Below this line are records; write out exactly the lines from the one containing "For a GIS import: Dump" through the one containing "Build a gazetteer", with the pictures left out.
*** Available data Section Begins ***
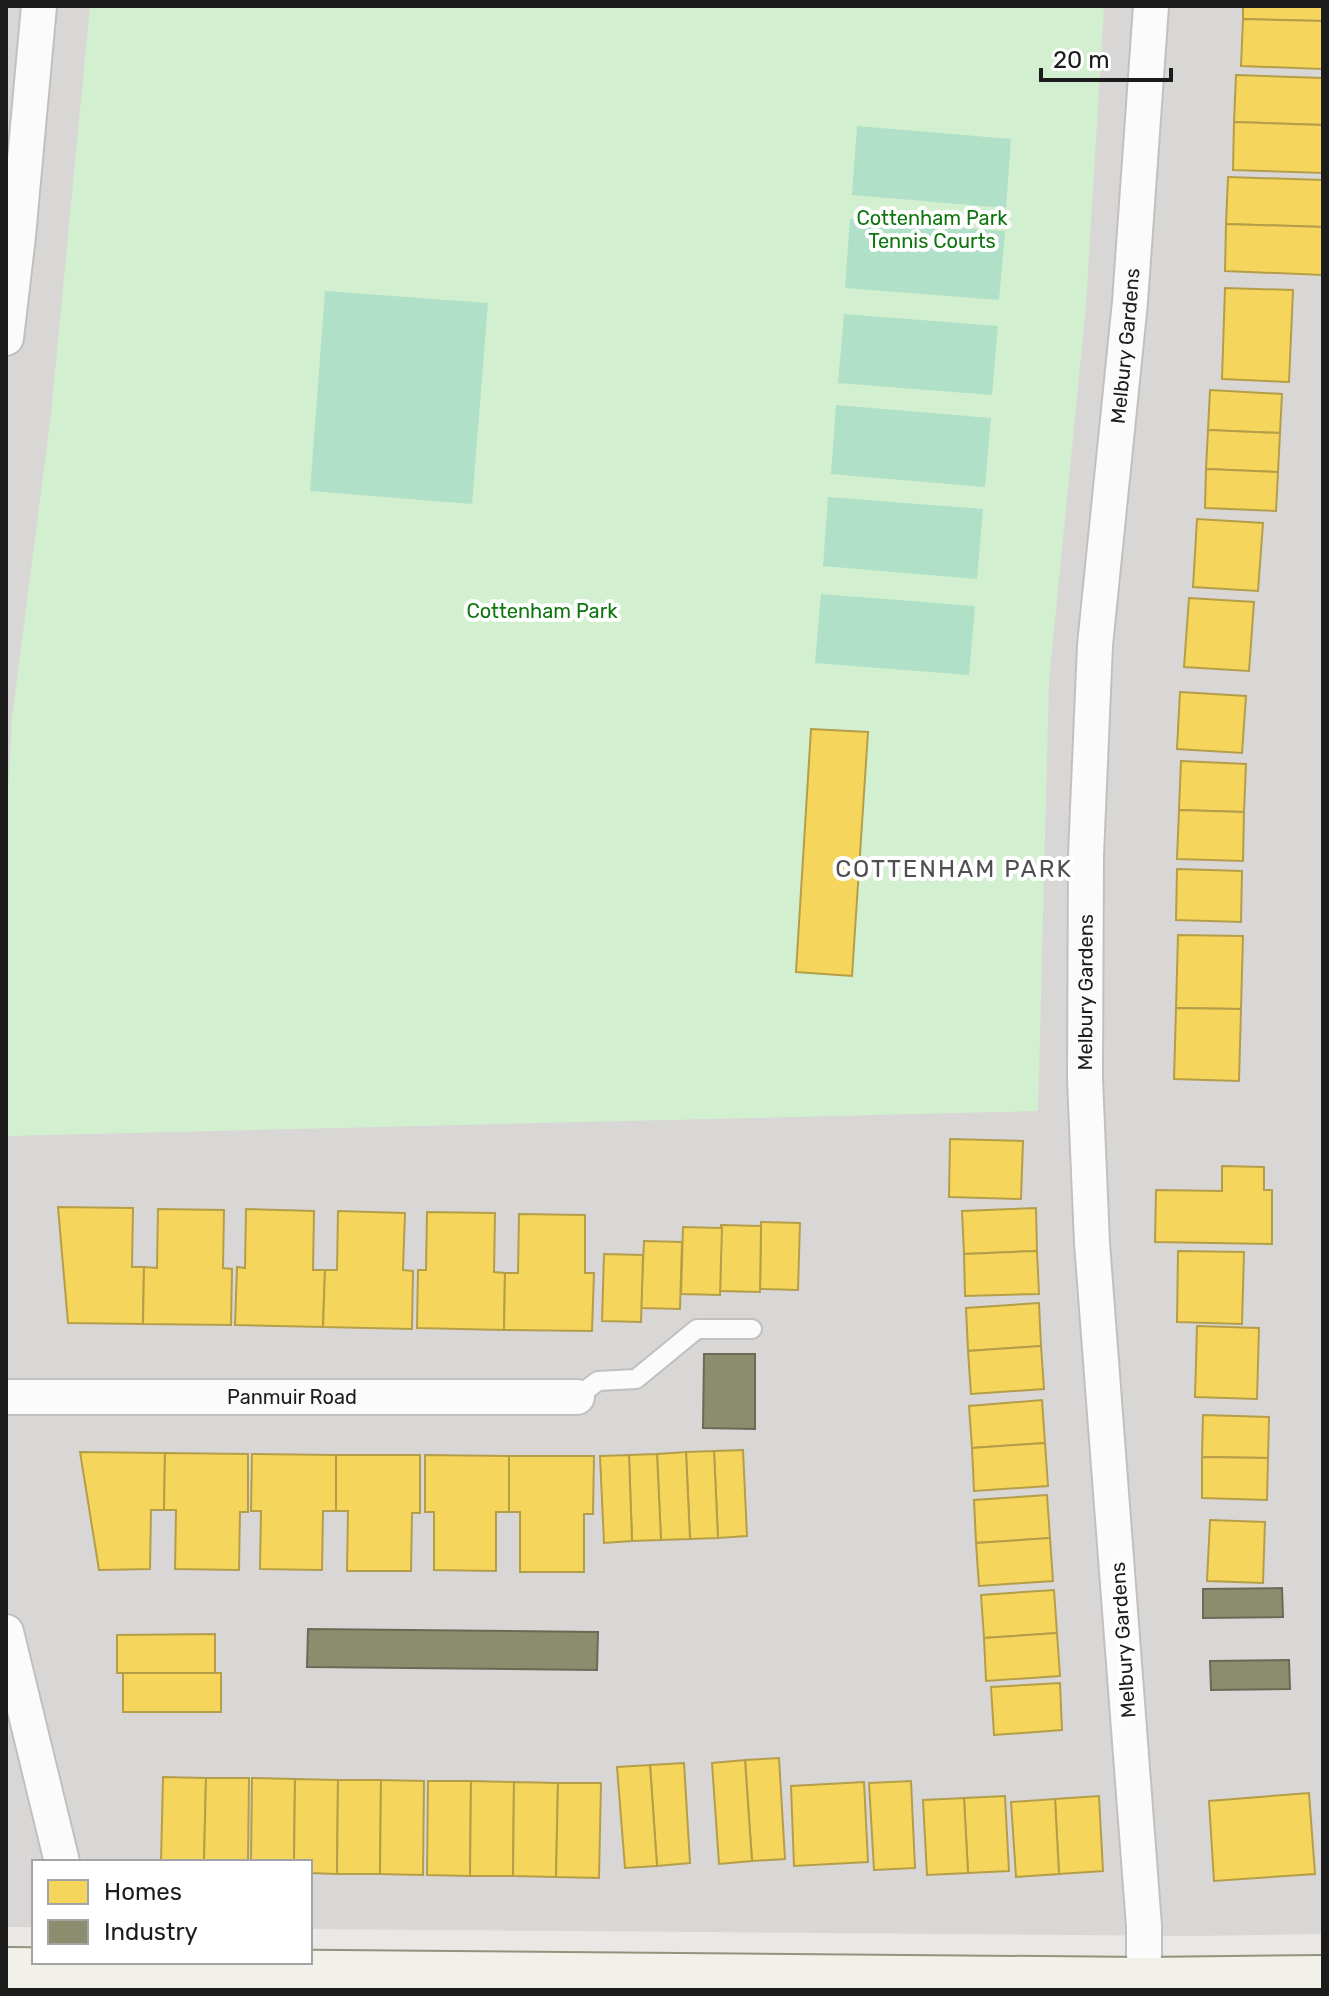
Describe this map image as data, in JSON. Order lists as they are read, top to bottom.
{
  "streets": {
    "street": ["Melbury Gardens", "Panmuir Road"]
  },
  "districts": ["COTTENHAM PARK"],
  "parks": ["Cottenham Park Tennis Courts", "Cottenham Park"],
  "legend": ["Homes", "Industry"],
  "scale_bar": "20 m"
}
*** Available data Section Ends ***
*** Available data Section Begins ***
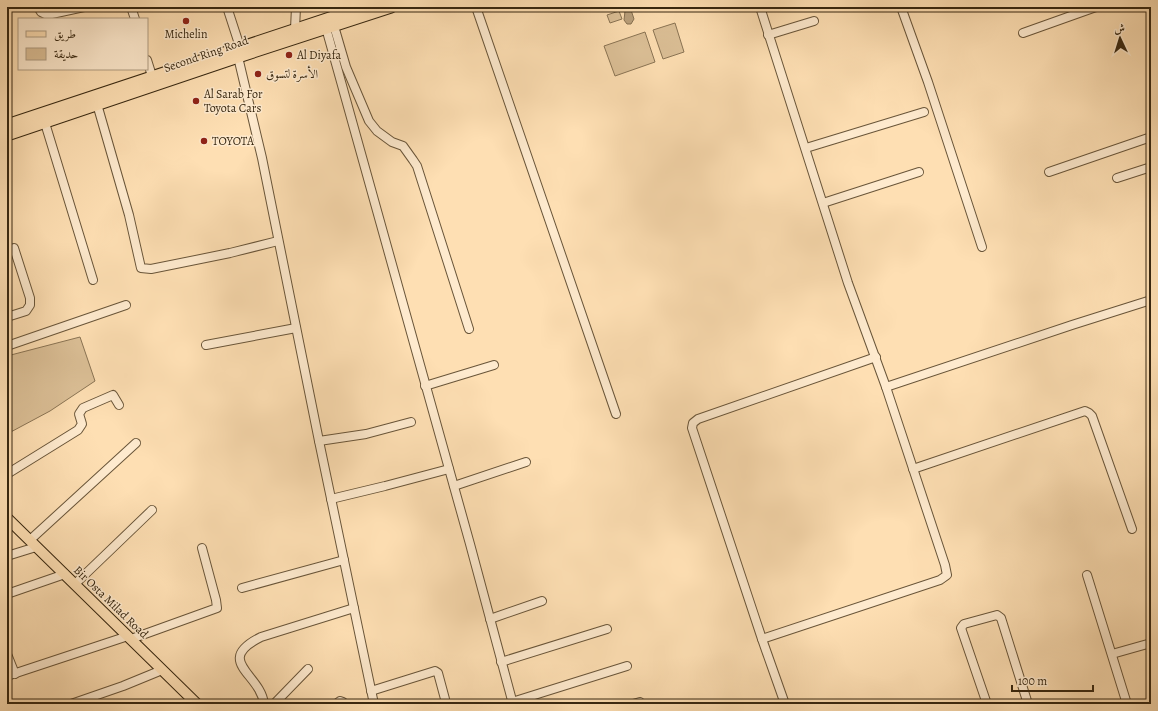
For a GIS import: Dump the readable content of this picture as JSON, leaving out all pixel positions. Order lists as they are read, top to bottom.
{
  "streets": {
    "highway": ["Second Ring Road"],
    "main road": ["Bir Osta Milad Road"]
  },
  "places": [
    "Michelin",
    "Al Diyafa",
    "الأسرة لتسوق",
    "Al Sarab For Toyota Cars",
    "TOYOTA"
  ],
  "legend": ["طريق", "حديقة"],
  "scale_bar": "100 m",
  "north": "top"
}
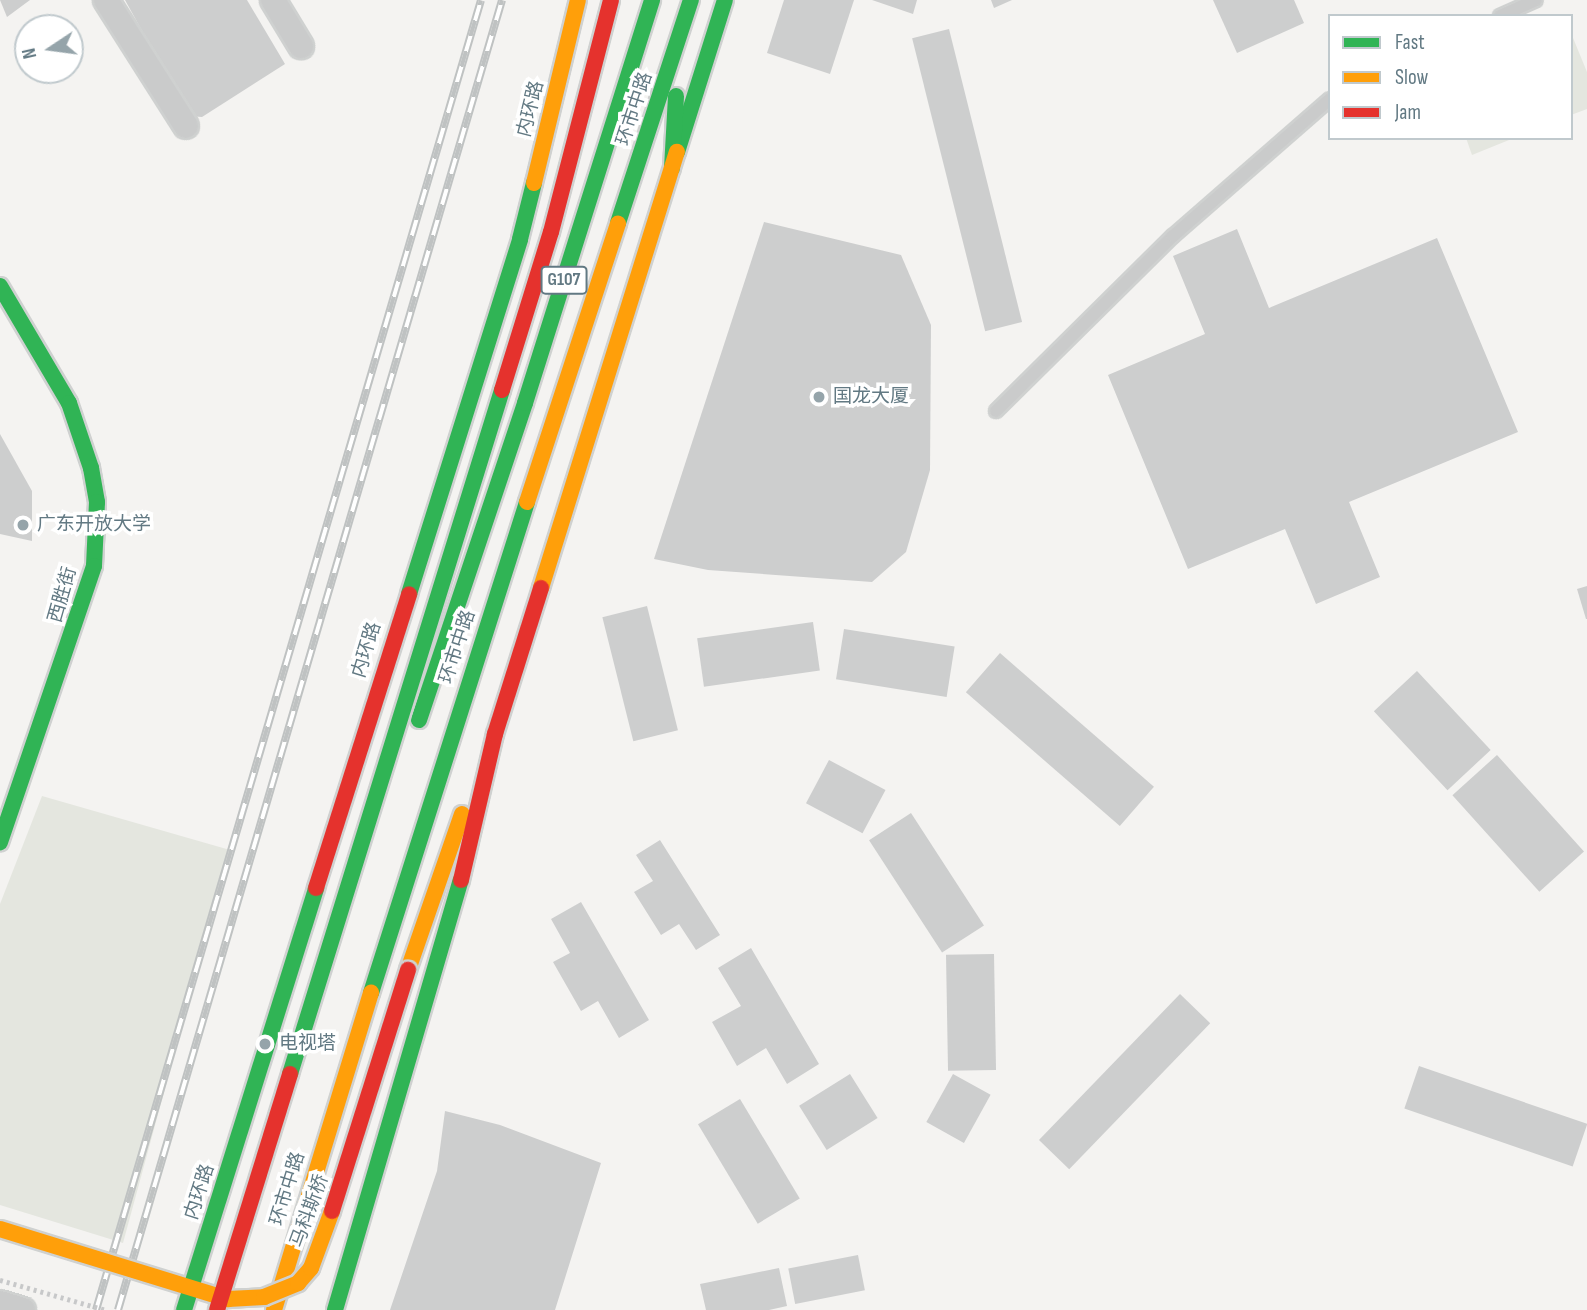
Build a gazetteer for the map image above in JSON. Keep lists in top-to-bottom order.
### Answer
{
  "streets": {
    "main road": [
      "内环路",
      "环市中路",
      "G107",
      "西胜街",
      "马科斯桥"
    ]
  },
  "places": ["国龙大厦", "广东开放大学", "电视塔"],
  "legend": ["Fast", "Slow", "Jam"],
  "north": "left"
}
*** Available data Section Ends ***
**Answer for this exercise:**
For a GIS import: Dump the readable content of this picture as JSON, leaving out all pixel positions. Order lists as they are read, top to bottom.
{
  "streets": {
    "highway": ["Second Ring Road"],
    "main road": ["Bir Osta Milad Road"]
  },
  "places": [
    "Michelin",
    "Al Diyafa",
    "الأسرة لتسوق",
    "Al Sarab For Toyota Cars",
    "TOYOTA"
  ],
  "legend": ["طريق", "حديقة"],
  "scale_bar": "100 m",
  "north": "top"
}
Build a gazetteer for the map image above in JSON. Keep lists in top-to-bottom order.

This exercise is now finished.